» **REQUIREMENT**: Omit images. Retype all entries verbatim.

» **RECORDED INFORMATION**:
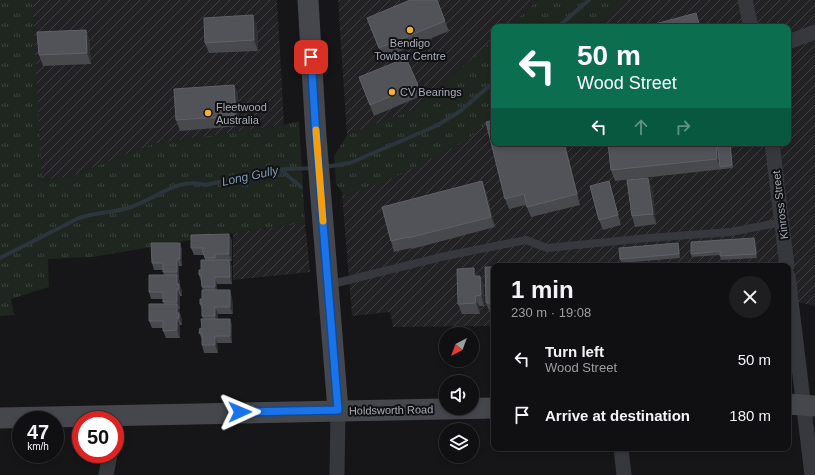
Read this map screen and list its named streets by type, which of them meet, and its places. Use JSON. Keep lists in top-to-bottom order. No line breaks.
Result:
{"streets":{"main road":["Holdsworth Road"],"street":["Kinross Street"]},"water":["Long Gully"],"places":["Bendigo Towbar Centre","CV Bearings","Fleetwood Australia"],"north":"bottom left","page":{"turn":["50 m","Wood Street"],"heading":["1 min","230 m · 19:08"],"list":[{"name":"Turn left","note":"Wood Street","value":"50 m"},{"name":"Arrive at destination","value":"180 m"}],"speed":"47 km/h","limit":"50"}}
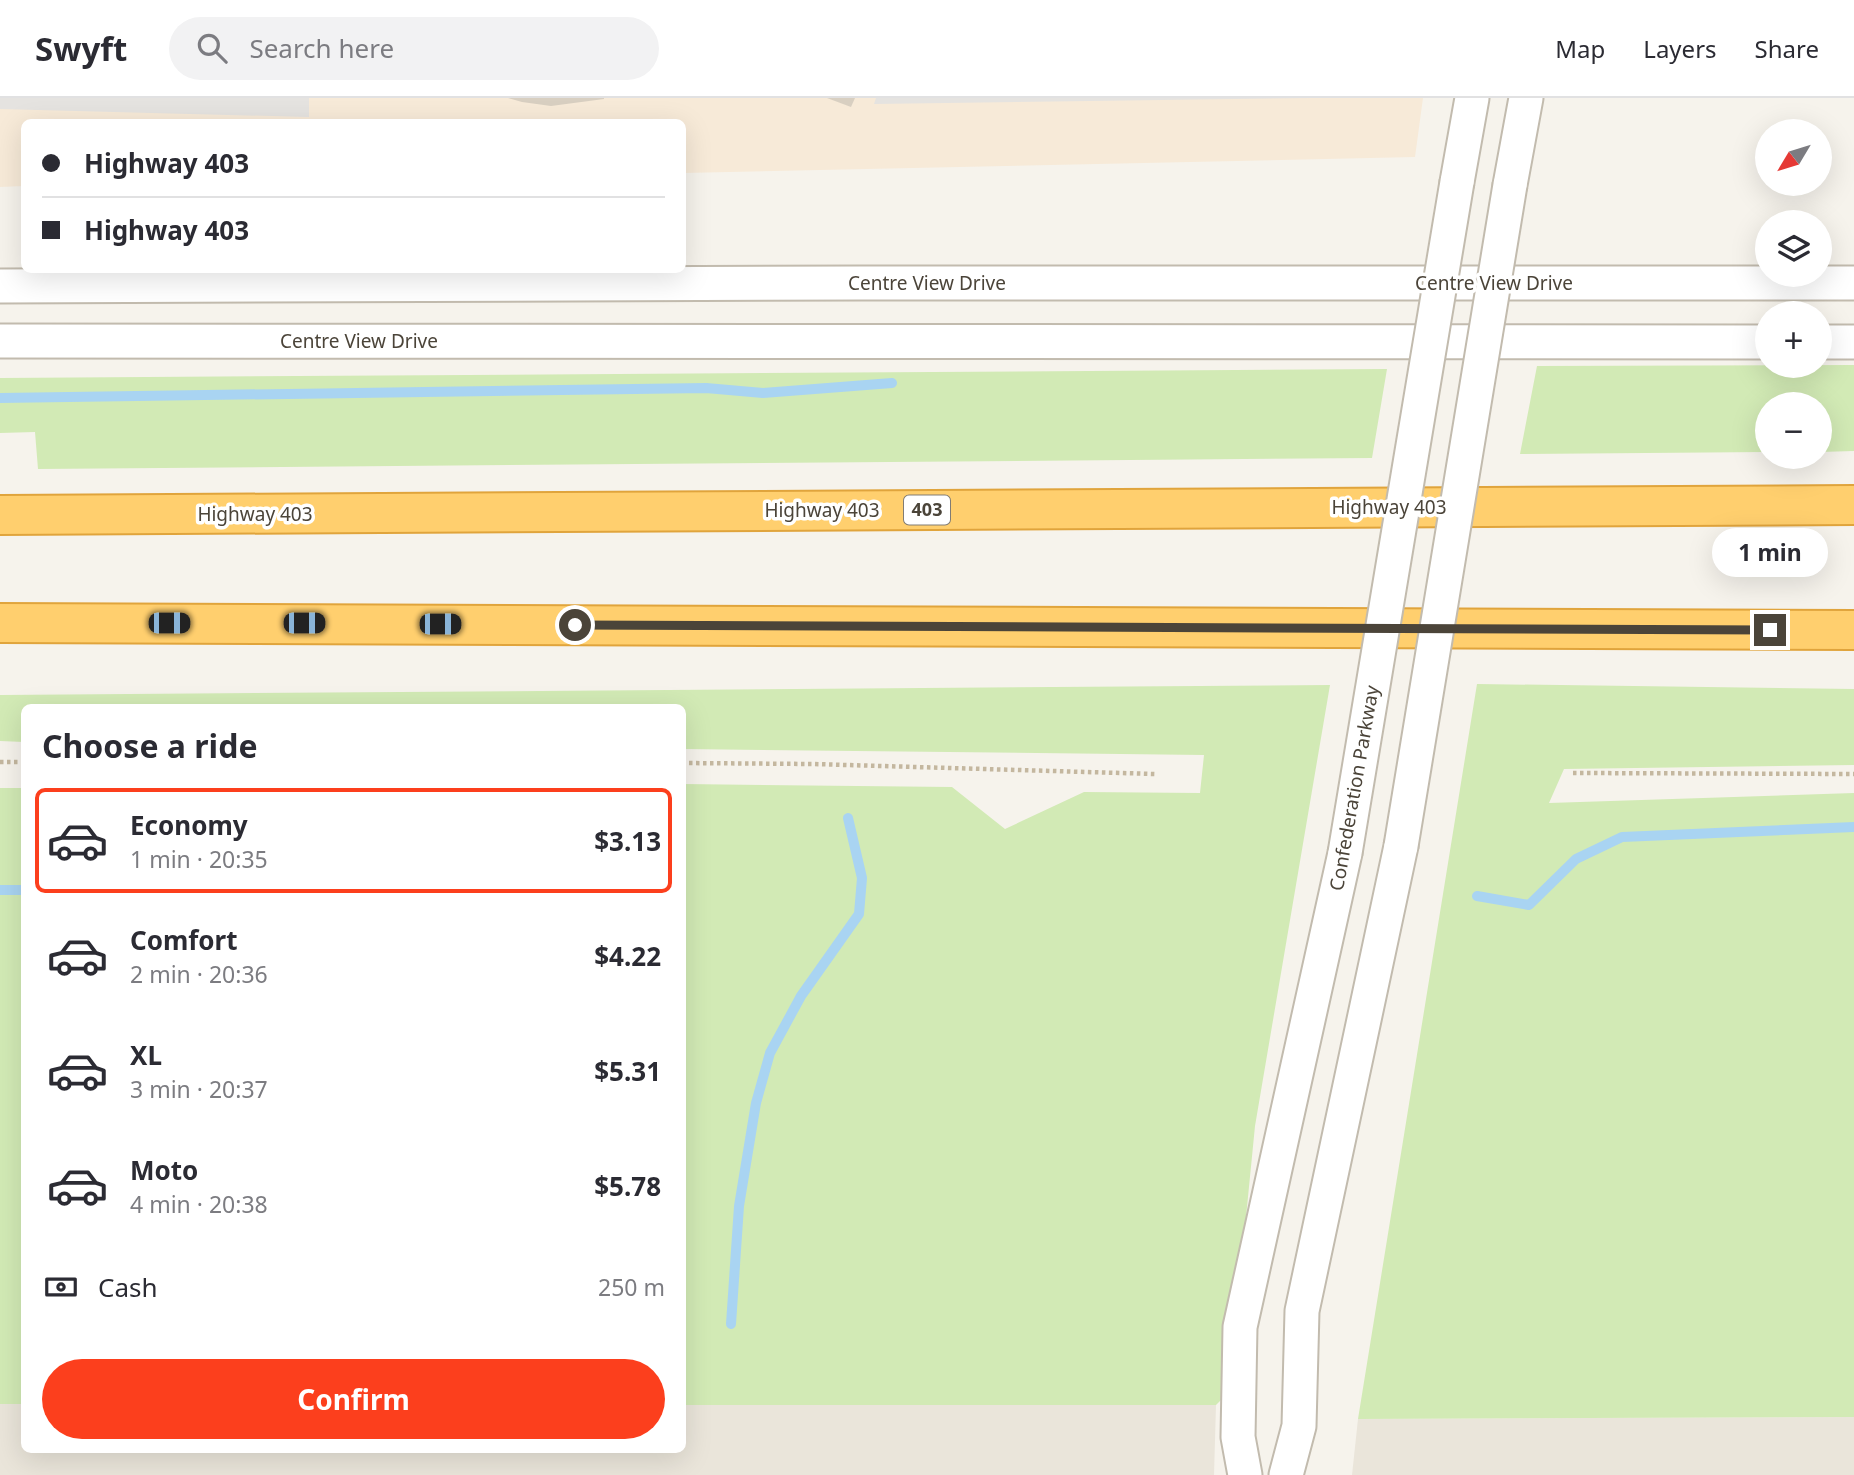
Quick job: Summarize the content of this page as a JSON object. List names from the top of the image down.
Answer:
{
  "streets": {
    "highway": ["Highway 403", "403"],
    "street": ["Centre View Drive", "Confederation Parkway"]
  },
  "north": "bottom left",
  "page": {
    "header": "Swyft",
    "search": "Search here",
    "nav": ["Map", "Layers", "Share"],
    "map_buttons": ["+", "−"],
    "banner": ["Highway 403", "Highway 403"],
    "bubble": "1 min",
    "heading": "Choose a ride",
    "list": [
      {
        "name": "Economy",
        "note": "1 min · 20:35",
        "value": "$3.13"
      },
      {
        "name": "Comfort",
        "note": "2 min · 20:36",
        "value": "$4.22"
      },
      {
        "name": "XL",
        "note": "3 min · 20:37",
        "value": "$5.31"
      },
      {
        "name": "Moto",
        "note": "4 min · 20:38",
        "value": "$5.78"
      }
    ],
    "pay": ["Cash", "250 m"],
    "buttons": "Confirm"
  }
}
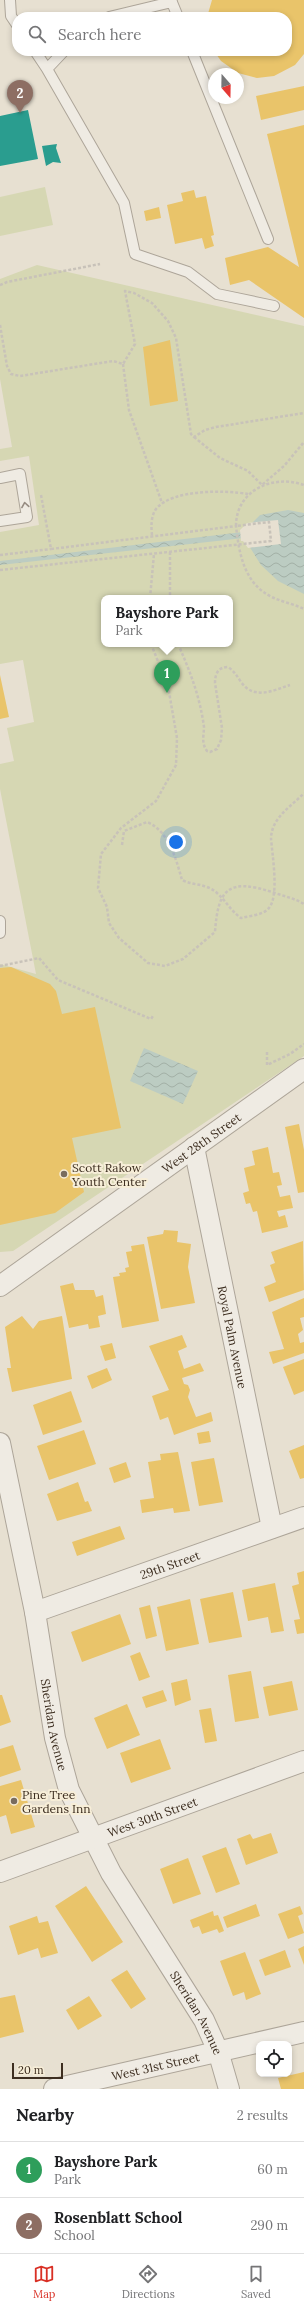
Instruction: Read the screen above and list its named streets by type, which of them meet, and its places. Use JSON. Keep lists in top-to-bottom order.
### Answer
{
  "streets": {
    "street": [
      "West 28th Street",
      "Royal Palm Avenue",
      "29th Street",
      "Sheridan Avenue",
      "West 30th Street",
      "West 31st Street"
    ]
  },
  "crossings": [
    ["West 28th Street", "Royal Palm Avenue"],
    ["Royal Palm Avenue", "29th Street"],
    ["29th Street", "Sheridan Avenue"],
    ["Sheridan Avenue", "West 30th Street"],
    ["Sheridan Avenue", "West 31st Street"]
  ],
  "places": ["Scott Rakow Youth Center", "Pine Tree Gardens Inn"],
  "scale_bar": "20 m",
  "north": "bottom",
  "page": {
    "search": "Search here",
    "pins": ["2", "1"],
    "popup": ["Bayshore Park", "Park"],
    "scale": "20 m",
    "heading": ["Nearby", "2 results"],
    "list": [
      {
        "mark": "1",
        "name": "Bayshore Park",
        "note": "Park",
        "value": "60 m"
      },
      {
        "mark": "2",
        "name": "Rosenblatt School",
        "note": "School",
        "value": "290 m"
      }
    ],
    "nav": ["Map", "Directions", "Saved"]
  }
}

» **SOLUTION TO THIS PROBLEM**:
Read this map screen and list its named streets by type, which of them meet, and its places. Use JSON. Keep lists in top-to-bottom order. No line breaks.
Result:
{"streets":{"main road":["Holdsworth Road"],"street":["Kinross Street"]},"water":["Long Gully"],"places":["Bendigo Towbar Centre","CV Bearings","Fleetwood Australia"],"north":"bottom left","page":{"turn":["50 m","Wood Street"],"heading":["1 min","230 m · 19:08"],"list":[{"name":"Turn left","note":"Wood Street","value":"50 m"},{"name":"Arrive at destination","value":"180 m"}],"speed":"47 km/h","limit":"50"}}
Quick job: Summarize the content of this page as a JSON object. List names from the top of the image down.
Answer:
{
  "streets": {
    "highway": ["Highway 403", "403"],
    "street": ["Centre View Drive", "Confederation Parkway"]
  },
  "north": "bottom left",
  "page": {
    "header": "Swyft",
    "search": "Search here",
    "nav": ["Map", "Layers", "Share"],
    "map_buttons": ["+", "−"],
    "banner": ["Highway 403", "Highway 403"],
    "bubble": "1 min",
    "heading": "Choose a ride",
    "list": [
      {
        "name": "Economy",
        "note": "1 min · 20:35",
        "value": "$3.13"
      },
      {
        "name": "Comfort",
        "note": "2 min · 20:36",
        "value": "$4.22"
      },
      {
        "name": "XL",
        "note": "3 min · 20:37",
        "value": "$5.31"
      },
      {
        "name": "Moto",
        "note": "4 min · 20:38",
        "value": "$5.78"
      }
    ],
    "pay": ["Cash", "250 m"],
    "buttons": "Confirm"
  }
}
Instruction: Read the screen above and list its named streets by type, which of them meet, and its places. Use JSON. Keep lists in top-to-bottom order.
### Answer
{
  "streets": {
    "street": [
      "West 28th Street",
      "Royal Palm Avenue",
      "29th Street",
      "Sheridan Avenue",
      "West 30th Street",
      "West 31st Street"
    ]
  },
  "crossings": [
    ["West 28th Street", "Royal Palm Avenue"],
    ["Royal Palm Avenue", "29th Street"],
    ["29th Street", "Sheridan Avenue"],
    ["Sheridan Avenue", "West 30th Street"],
    ["Sheridan Avenue", "West 31st Street"]
  ],
  "places": ["Scott Rakow Youth Center", "Pine Tree Gardens Inn"],
  "scale_bar": "20 m",
  "north": "bottom",
  "page": {
    "search": "Search here",
    "pins": ["2", "1"],
    "popup": ["Bayshore Park", "Park"],
    "scale": "20 m",
    "heading": ["Nearby", "2 results"],
    "list": [
      {
        "mark": "1",
        "name": "Bayshore Park",
        "note": "Park",
        "value": "60 m"
      },
      {
        "mark": "2",
        "name": "Rosenblatt School",
        "note": "School",
        "value": "290 m"
      }
    ],
    "nav": ["Map", "Directions", "Saved"]
  }
}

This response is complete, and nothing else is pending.